[SystemSafety] The bomb again

Thu Oct 10 10:58:48 CEST 2013

Matthew,

I am not going to indulge in a detailed discussion of STAMP, because I don't use it, and there are others here whose experience with it is far richer than mine. 

On 10 Oct 2013, at 02:59, Matthew Squair <mattsquair at gmail.com> wrote:
> Nor was I trying to make a case for STAMP as a methodology for accident analysis, though clearly you can use it for that.

STAMP was originally presented as a "new accident model". 

> To rephrase my question a little, if you accept the thesis that various sociologists make that you can't divorce the safety of a 'hard system' from it's organisational context then surely that implies that you should expend some effort on designing the containing organisational system, or at least critically reviewing it?

I would have thought so. 

I have specific experience and expertise that do not extend to designing organisational structures (no matter how much I might mouth off about them here). Professional code of conduct says I get someone who is expert on those to do that. A clever organisational theorist with relevant experience. 

Which isn't to say that the results can't appear in engineering analyses. For example, I find Nancy's STAMP analysis of the 1993 Iraq friendly-fire shootdown insightful as well as way shorter and more precise than that of the organisational theorist Snook. Snook makes some obvious mistakes, for example he claims as a basis for his analysis that applying the Counterfactual Test is insufficient. (First, his attempt at applying the CT is full of mistakes - see a paper of ours from 2003. Second, all of his analysis can be represented in a WBG, which of course *only* uses the CT as its criterion.) But most of what he observes in his book is insightful and pertinent. Amongst other organisational-behavioral (OB) phenomena, he makes good use of Rasmussen's 1997 notion of Migration to the Boundary, and the notion of crowd indecision, the "Kitty Genovese" phenomenon, as well as information-flow analyses which one could routinely consider to be engineering phenomena. I wonder whether either the STAMP analysis or the WBA would be there without his having appeared first as a point of reference? That is, it has to occur to an analyst that MttB and the Genovese phenomenon are present and explanatory; it doesn't just drop out of some magical methodological back pocket. (Whereas I think the info-flow observations do.) Engineers not specially trained in OB can't be expected to know about or observe instances of MttB or Genovese. Both the military investigation and the Commission missed them, which was part of the motivation for Snook, as I understand.  

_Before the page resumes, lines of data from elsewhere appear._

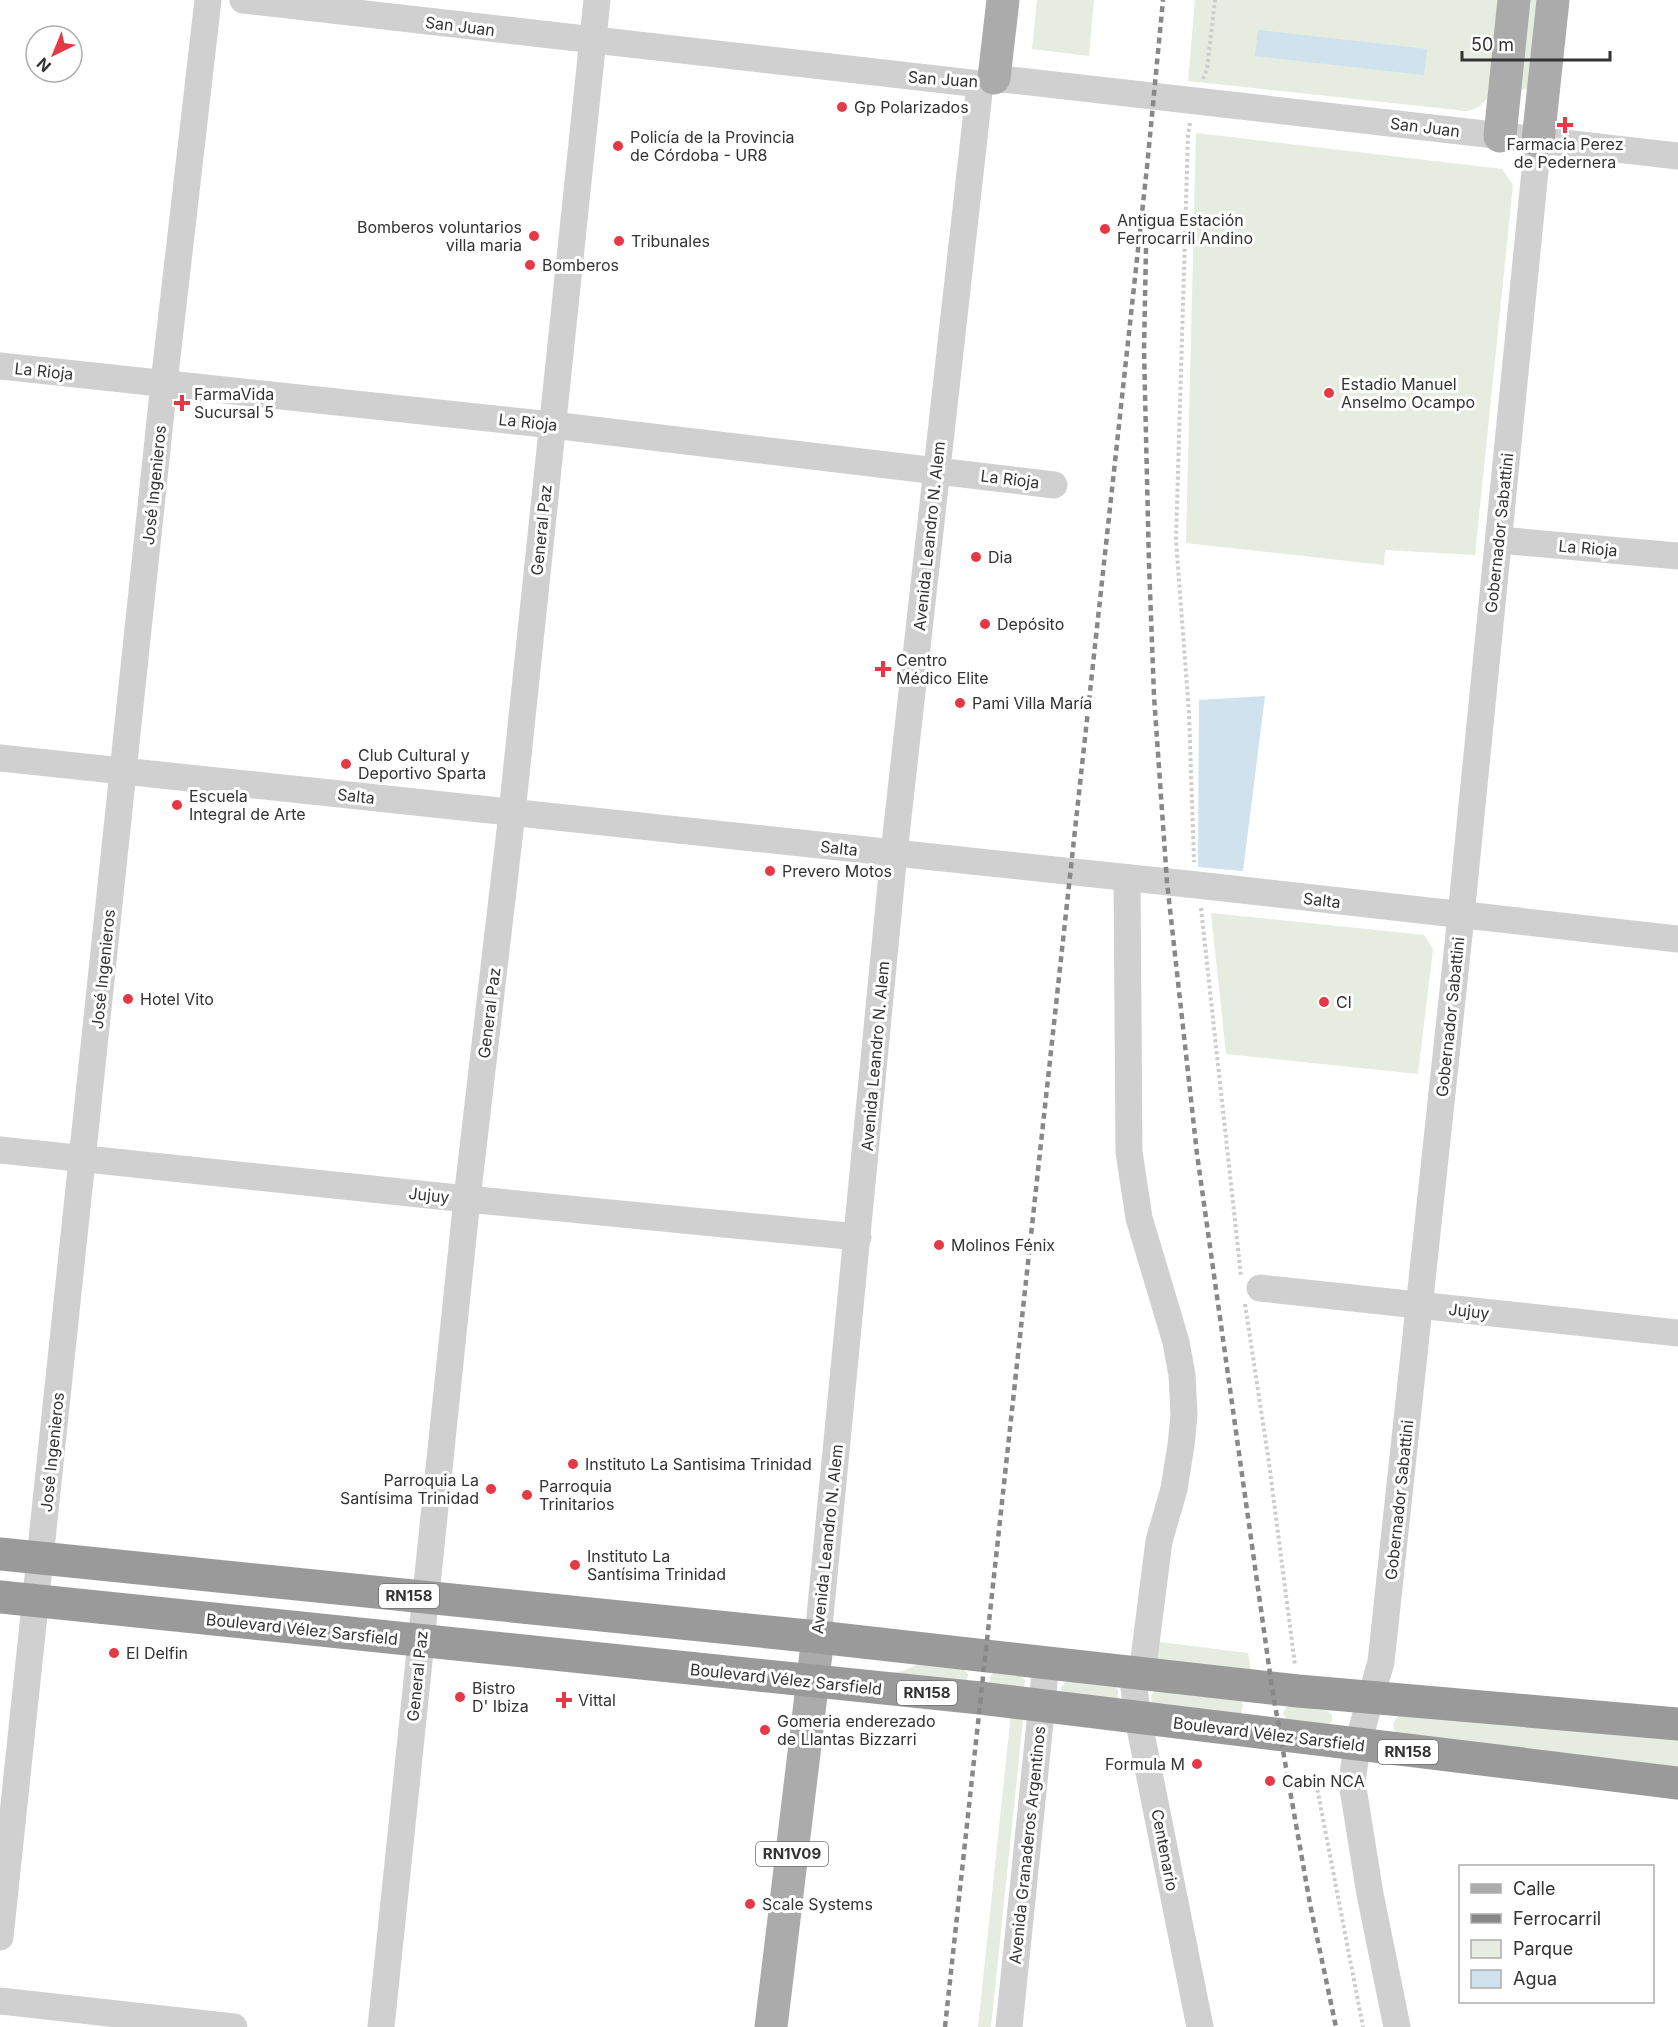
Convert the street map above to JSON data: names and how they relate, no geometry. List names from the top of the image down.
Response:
{
  "streets": {
    "highway": ["RN158", "Boulevard Vélez Sarsfield"],
    "main road": ["Gobernador Sabattini", "Avenida Leandro N. Alem", "RN1V09"],
    "street": [
      "San Juan",
      "La Rioja",
      "José Ingenieros",
      "General Paz",
      "Salta",
      "Jujuy",
      "Avenida Granaderos Argentinos",
      "Centenario"
    ]
  },
  "crossings": [
    ["San Juan", "General Paz"],
    ["San Juan", "Gobernador Sabattini"],
    ["San Juan", "Avenida Leandro N. Alem"],
    ["La Rioja", "José Ingenieros"],
    ["La Rioja", "General Paz"],
    ["La Rioja", "Gobernador Sabattini"],
    ["La Rioja", "Avenida Leandro N. Alem"],
    ["José Ingenieros", "Salta"],
    ["José Ingenieros", "Jujuy"],
    ["José Ingenieros", "RN158"],
    ["José Ingenieros", "Boulevard Vélez Sarsfield"],
    ["General Paz", "Salta"],
    ["General Paz", "Jujuy"],
    ["General Paz", "RN158"],
    ["General Paz", "Boulevard Vélez Sarsfield"],
    ["Gobernador Sabattini", "Salta"],
    ["Gobernador Sabattini", "Jujuy"],
    ["Gobernador Sabattini", "RN158"],
    ["Gobernador Sabattini", "Boulevard Vélez Sarsfield"],
    ["Avenida Leandro N. Alem", "Salta"],
    ["Avenida Leandro N. Alem", "Jujuy"],
    ["Avenida Leandro N. Alem", "RN158"],
    ["Avenida Leandro N. Alem", "Boulevard Vélez Sarsfield"],
    ["Salta", "Centenario"],
    ["RN158", "Avenida Granaderos Argentinos"],
    ["RN158", "Centenario"],
    ["Boulevard Vélez Sarsfield", "Avenida Granaderos Argentinos"],
    ["Boulevard Vélez Sarsfield", "Centenario"]
  ],
  "places": {
    "other": [
      "Gp Polarizados",
      "Policía de la Provincia de Córdoba - UR8",
      "Antigua Estación Ferrocarril Andino",
      "Bomberos voluntarios villa maria",
      "Tribunales",
      "Bomberos",
      "Estadio Manuel Anselmo Ocampo",
      "Dia",
      "Depósito",
      "Pami Villa María",
      "Club Cultural y Deportivo Sparta",
      "Escuela Integral de Arte",
      "Prevero Motos",
      "Hotel Vito",
      "Cl",
      "Molinos Fénix",
      "Instituto La Santisima Trinidad",
      "Parroquia La Santísima Trinidad",
      "Parroquia Trinitarios",
      "Instituto La Santísima Trinidad",
      "El Delfin",
      "Bistro D' Ibiza",
      "Gomeria enderezado de Llantas Bizzarri",
      "Formula M",
      "Cabin NCA",
      "Scale Systems"
    ],
    "health": [
      "Farmacia Perez de Pedernera",
      "FarmaVida Sucursal 5",
      "Centro Médico Elite",
      "Vittal"
    ]
  },
  "legend": [
    "Calle",
    "Ferrocarril",
    "Parque",
    "Agua"
  ],
  "scale_bar": "50 m",
  "north": "bottom left"
}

> And if you do so, then what are the system design and analysis tools and methodologies that can support you?

I thought I had already answered that question. Let me answer it in a little more detail.

As you suggest above, I do get to analyse the resulting proposals for sociotechnical system design, being a systems safety expert. And for that I use OHA plus the techniques I already mentioned; CCFD, WBA-on-CCFD, PARDIA and RCM analyses (I guess I hadn't mentioned the CCFD-involved techniques). Those won't derive Perrin's insight either, but, as I said, I would explicitly rely on the organisational theorists for such observations.

None of the engineering analyses performed upon TCAS identified the decision-theoretic weaknesses of the sociotechnical algorithm which RCM identifies. There is also at least one flight configuration which I identified which no one has shown that TCAS II/ACAS II can resolve (it's a math problem in trajectories, and, having discussed it with some outstanding mathematicians expert in the field I made the public offer in 2002 of a PhD for a resolution of that issue. Eleven years later, it's still open). 

Yet the algorithm was "formally verified" by two teams led by two outstanding computer scientists, Nancy Leveson and Nancy Lynch. Automated proof checkers and the lot. 

Those analyses turned out to be quite influential. I have continued to meet engineers who ignore the results of the RCM analysis, dismiss the unresolved configuration issue, and explain how TCAS is quite satisfactory as it is by repeating the usual trope (the "philosophy") and that it was "formally verified". (The people at Eurocontrol involved in the design of the new ACAS X are well aware of the matters above, so they might well get addressed in the new system definition.)

Now, how can all that happen? Part of the answer lies, unsurprisingly, in the assumptions  imposed upon the Leveson and Lynch projects from outside (for example, to analyse just two-aircraft configurations). Those assumptions were not explicitly discussed anywhere of which I know during the TCAS project analyses, although I think people were quite aware of them (I am open to being corrected on this, if people know of such analyses). Even after incidents happened before Überlingen, the (what I take to be) necessary analyses were not performed. 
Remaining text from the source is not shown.